Mariana Marin: Translated by Maria Magdalena Biela

Rice Pudding in the Praterstrasse

We were living between heaven and hell literally,
we were slender, nervous, we’d silence
each other with a silky tenderness,
we’d wipe our nightmares,
we’d make our beds, our boots,
we’d go skating on goddamn ice of life.
Sometimes we’d notice reality.
Then something would squat
in the darkest corner of the house
and would begin to whimper in our chests.
He was a reality-cub, just like us.
Alone and sad, whispering through tears
“Take me also between heaven and hell!
This puddle in which I live made me tired.
I can’t even eat my rice pudding anymore,
it’s tasteless because of all the crushed rubbish,
all the smug and cold words”.
What to do with a reality-cub
who whimpers in your chest?
We took it with us, between heaven and hell.
He seems happier since then
or, anyway, more balanced.
He eagerly eats his rice pudding
and which is odd for a reality-cub,
he dreams with his eyes open
and bursts out laughing.
It’s contagious.

.

Orez cu lapte în Praterstrasse

Trăiam între rai și iad la propriu,
eram supli, nervoși, ne tăceam
cu o mătăsoasă duioșie unul pe altul,
ne ștergeam coșmarurile,
ne făceam paturile, ghetele,
ne dam pe gheața ei de viață.
Uneori observam realitatea.
Atunci, ceva se ghemuia
în colțul cel mai umbros al casei
și începea să ne scâncească la piept.
Era un pui de realitate, ca și noi.
Singur și trist, șoptea printre lacrimi
„Luați-mă și pe mine între rai și iad!
Băltoaca asta în care trăiesc m-a obosit.
Nu-mi mai pot mânca nici măcar orezul cu lapte,
nu mai are gust de atâtea gunoaie pisate,
de atâtea cuvinte îngâmfate și reci.”
Ce să faci cu un pui de realitate
care-ți scâncește la piept?
L-am luat cu noi, între rai și iad.
Pare mai vesel de atunci
sau, oricum, mai echilibrat.
Își mănâncă pofticios orezul cu lapte
și, lucru rar la un pui de realitate,
visează cu ochii deschiși
și se prăpădește de râs.
E molipsitor.


Translator’s Note

Disappeared prematurely, the writer Mariana Marin leaves behind a complex poetic creation in which, thematically speaking, the tireless search for truth remains constant, a subjective truth that can rise to the height of the moral value that determines the vertical walk of the being.

Crossed by an elegiac, touching lyrical tone, Mariana Marin’s poetry becomes a testimony of a special sensitivity in the context of Romanian poetry from ’80s that imposed itself as a fundamental aesthetic landmark in a literature intensely persecuted by those creations with social themes, subordinated to communist ideology, which undermined the moral and artistic authority of writers:

“In the rose garden of the hospital

he himself had come; the truth revealed

and with cracked eyes. (His ways were cold and sharp!)

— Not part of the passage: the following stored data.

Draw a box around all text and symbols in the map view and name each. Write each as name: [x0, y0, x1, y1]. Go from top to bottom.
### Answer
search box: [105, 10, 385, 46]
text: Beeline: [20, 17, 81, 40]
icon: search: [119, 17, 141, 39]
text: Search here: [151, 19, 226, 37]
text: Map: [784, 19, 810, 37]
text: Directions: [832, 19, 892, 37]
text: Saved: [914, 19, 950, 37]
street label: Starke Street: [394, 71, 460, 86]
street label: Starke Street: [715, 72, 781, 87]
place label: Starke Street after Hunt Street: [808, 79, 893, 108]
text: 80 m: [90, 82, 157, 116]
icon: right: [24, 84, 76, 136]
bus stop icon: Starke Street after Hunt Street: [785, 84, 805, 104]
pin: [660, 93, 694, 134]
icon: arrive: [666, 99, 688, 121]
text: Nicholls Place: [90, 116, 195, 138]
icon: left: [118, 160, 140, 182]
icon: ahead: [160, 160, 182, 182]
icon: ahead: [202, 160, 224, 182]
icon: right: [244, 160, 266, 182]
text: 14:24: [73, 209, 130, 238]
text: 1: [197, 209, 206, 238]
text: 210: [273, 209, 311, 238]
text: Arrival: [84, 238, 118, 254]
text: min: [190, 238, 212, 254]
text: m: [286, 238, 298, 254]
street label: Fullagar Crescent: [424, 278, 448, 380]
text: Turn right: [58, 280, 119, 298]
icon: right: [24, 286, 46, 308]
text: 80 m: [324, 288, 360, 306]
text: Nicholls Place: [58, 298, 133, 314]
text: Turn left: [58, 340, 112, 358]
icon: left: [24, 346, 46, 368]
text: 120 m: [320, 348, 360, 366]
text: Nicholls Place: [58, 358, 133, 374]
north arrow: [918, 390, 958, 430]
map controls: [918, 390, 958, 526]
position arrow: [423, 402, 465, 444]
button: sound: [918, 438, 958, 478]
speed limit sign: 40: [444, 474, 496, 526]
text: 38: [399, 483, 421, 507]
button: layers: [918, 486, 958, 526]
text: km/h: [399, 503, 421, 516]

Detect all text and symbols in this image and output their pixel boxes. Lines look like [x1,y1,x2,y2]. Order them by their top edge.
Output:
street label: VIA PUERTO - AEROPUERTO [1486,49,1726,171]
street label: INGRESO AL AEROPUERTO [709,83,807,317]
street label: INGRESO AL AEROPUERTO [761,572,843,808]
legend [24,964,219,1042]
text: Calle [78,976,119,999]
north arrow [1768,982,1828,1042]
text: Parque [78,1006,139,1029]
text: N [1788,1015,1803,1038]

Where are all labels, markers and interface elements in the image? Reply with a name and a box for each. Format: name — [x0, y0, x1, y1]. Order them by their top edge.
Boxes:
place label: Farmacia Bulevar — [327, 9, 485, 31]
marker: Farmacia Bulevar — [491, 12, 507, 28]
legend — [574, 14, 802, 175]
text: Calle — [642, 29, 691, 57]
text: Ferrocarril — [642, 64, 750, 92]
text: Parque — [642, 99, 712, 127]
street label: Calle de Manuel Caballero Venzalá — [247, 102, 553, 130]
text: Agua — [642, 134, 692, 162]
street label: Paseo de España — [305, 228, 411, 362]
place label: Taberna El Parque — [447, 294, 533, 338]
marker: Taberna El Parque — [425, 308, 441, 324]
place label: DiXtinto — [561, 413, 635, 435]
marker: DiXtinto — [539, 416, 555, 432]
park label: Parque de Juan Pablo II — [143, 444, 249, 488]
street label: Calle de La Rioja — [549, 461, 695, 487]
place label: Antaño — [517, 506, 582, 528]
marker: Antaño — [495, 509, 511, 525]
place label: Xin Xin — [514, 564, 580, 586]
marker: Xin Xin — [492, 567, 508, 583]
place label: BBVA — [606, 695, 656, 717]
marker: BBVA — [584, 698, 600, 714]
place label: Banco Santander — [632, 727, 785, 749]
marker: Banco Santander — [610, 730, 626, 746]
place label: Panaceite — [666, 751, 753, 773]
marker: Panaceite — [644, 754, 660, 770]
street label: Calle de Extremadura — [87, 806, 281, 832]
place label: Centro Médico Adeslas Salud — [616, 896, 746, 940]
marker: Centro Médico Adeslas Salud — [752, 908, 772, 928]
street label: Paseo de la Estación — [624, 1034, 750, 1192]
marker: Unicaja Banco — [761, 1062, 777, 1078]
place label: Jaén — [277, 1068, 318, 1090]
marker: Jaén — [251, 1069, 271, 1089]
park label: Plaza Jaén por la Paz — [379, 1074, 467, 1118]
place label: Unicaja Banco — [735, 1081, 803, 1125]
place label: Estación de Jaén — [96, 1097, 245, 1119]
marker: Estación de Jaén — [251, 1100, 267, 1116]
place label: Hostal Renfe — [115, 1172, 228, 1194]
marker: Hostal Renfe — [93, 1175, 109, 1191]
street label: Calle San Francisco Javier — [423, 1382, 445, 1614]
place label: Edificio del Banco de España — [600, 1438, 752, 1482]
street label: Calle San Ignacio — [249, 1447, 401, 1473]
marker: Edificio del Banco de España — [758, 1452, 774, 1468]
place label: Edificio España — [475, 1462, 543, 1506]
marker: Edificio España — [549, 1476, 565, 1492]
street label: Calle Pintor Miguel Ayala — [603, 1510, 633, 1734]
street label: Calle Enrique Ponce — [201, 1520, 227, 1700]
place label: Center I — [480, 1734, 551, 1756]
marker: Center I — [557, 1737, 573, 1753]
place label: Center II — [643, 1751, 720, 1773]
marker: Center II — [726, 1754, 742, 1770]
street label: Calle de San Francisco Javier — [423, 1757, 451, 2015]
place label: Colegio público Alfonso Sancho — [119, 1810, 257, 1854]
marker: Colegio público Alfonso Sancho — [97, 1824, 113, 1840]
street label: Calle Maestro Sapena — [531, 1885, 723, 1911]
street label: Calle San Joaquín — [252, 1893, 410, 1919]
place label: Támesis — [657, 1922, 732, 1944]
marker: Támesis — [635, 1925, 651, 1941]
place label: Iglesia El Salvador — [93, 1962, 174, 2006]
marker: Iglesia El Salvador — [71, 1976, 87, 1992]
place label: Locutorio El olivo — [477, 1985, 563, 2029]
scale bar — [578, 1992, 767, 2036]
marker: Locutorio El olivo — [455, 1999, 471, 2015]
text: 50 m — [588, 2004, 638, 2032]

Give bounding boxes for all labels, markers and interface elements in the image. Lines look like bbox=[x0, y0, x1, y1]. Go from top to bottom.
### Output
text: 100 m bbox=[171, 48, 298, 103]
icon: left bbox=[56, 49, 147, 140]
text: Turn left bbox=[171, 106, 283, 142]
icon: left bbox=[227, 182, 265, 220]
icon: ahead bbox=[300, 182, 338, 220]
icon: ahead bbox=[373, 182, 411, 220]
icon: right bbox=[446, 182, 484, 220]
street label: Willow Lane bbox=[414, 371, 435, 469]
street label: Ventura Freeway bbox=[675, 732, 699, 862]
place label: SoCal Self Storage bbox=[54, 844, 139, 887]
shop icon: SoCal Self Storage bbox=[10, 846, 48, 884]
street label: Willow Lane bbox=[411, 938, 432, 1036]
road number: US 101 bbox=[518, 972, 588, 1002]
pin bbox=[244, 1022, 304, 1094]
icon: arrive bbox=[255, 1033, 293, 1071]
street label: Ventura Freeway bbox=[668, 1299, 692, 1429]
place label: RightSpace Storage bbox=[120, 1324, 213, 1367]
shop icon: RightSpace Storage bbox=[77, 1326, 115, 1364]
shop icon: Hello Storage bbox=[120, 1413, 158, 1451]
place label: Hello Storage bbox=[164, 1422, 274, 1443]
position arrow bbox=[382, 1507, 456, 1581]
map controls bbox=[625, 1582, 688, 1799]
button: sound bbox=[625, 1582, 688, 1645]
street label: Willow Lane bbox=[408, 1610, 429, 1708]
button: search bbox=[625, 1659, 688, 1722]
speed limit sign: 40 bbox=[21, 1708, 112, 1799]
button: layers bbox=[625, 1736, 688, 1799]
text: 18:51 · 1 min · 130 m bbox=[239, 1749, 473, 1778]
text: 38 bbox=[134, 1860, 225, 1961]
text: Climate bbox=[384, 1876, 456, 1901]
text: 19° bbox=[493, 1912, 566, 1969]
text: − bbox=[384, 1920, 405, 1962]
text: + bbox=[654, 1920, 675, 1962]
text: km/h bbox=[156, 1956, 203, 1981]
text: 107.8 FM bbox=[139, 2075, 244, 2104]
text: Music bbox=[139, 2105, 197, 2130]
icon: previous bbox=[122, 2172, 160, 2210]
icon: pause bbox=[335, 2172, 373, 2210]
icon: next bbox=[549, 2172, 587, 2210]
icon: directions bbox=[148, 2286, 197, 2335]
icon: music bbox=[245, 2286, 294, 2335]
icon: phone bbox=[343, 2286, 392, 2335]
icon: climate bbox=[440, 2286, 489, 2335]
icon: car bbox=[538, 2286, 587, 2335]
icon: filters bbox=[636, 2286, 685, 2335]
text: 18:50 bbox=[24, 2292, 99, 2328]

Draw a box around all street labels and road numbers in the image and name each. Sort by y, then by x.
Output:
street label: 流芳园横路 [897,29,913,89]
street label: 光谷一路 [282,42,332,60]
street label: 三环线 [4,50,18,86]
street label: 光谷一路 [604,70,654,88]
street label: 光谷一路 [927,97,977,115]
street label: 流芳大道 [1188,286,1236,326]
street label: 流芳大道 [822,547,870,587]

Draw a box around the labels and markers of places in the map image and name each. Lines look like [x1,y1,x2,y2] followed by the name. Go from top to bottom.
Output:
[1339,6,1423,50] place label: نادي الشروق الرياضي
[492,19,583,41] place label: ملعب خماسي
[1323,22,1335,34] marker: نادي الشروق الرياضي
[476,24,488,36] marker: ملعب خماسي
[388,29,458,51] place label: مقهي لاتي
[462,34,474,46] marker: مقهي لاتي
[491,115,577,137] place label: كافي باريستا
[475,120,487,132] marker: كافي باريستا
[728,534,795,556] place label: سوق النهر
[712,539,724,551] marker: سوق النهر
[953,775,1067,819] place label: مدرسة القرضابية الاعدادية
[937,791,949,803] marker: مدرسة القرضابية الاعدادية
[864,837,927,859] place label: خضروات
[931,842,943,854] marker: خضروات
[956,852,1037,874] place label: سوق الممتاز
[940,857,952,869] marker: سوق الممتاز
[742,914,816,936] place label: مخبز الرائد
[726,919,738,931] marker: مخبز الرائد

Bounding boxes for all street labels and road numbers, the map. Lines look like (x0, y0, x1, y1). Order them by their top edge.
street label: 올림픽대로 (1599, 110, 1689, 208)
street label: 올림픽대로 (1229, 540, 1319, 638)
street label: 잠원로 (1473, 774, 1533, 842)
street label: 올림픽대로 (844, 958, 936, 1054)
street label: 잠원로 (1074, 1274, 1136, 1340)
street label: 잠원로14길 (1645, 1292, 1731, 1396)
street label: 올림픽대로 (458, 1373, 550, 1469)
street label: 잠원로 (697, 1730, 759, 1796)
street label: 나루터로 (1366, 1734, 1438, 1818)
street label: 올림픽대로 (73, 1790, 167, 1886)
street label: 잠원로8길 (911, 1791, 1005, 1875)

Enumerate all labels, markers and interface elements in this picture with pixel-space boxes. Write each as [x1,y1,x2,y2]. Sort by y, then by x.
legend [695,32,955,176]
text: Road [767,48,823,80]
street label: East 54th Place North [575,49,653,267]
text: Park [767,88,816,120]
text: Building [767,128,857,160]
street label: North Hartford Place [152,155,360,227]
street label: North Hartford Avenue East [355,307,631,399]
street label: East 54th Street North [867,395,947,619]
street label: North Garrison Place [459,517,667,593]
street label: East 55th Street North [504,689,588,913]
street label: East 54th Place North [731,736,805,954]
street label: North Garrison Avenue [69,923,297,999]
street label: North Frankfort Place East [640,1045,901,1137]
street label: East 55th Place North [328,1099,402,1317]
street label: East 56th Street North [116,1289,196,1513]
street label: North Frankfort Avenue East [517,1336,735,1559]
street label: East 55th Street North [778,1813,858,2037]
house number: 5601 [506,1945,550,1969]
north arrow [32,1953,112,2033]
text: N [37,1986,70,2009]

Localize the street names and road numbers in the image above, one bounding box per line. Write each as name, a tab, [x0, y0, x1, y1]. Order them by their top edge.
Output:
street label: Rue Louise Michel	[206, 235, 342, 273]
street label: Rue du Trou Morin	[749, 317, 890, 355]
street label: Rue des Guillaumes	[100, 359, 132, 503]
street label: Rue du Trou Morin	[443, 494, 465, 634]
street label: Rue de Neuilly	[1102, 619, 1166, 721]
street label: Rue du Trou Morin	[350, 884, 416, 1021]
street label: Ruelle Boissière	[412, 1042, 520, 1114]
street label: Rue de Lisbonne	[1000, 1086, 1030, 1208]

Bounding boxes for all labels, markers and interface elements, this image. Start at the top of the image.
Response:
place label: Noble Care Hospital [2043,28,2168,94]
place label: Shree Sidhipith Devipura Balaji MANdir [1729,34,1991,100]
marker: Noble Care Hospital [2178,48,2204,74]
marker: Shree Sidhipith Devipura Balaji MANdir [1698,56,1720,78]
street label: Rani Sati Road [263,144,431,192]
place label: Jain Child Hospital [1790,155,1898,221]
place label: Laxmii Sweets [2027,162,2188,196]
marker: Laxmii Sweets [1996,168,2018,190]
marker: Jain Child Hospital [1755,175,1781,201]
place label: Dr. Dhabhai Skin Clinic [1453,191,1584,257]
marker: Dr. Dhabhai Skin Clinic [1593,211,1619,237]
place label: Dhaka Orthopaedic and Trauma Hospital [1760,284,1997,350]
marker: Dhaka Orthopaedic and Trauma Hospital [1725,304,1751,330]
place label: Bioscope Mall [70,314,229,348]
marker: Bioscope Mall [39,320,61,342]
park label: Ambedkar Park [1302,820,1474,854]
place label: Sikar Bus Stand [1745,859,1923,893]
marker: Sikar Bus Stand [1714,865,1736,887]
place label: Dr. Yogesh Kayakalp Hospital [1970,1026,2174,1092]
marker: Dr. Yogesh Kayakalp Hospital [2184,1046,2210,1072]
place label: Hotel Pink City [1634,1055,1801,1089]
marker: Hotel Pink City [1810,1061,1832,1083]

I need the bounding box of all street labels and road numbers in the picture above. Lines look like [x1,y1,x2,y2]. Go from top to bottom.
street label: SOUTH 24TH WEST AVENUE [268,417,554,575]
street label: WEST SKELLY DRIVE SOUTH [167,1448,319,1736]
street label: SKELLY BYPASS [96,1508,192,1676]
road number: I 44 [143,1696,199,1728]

Of course, let’s watch it!

Of course, let me get his hands on it now!

To swallow it with my happy memory. “

(The last love poem in the rose garden)

Speaking of the essence of her poetry, her search for the truth with the means specific to literature, the critics see in Mariana Marin’s ideas an attitude of rejection of Dostoevsky’s postulate that beauty will save the world and an obvious admiration for the Danish philosopher Kierkegaard who considers that any aesthetic experience is valued only by synthesis with the ethical one without considering the religious component of this synthesis.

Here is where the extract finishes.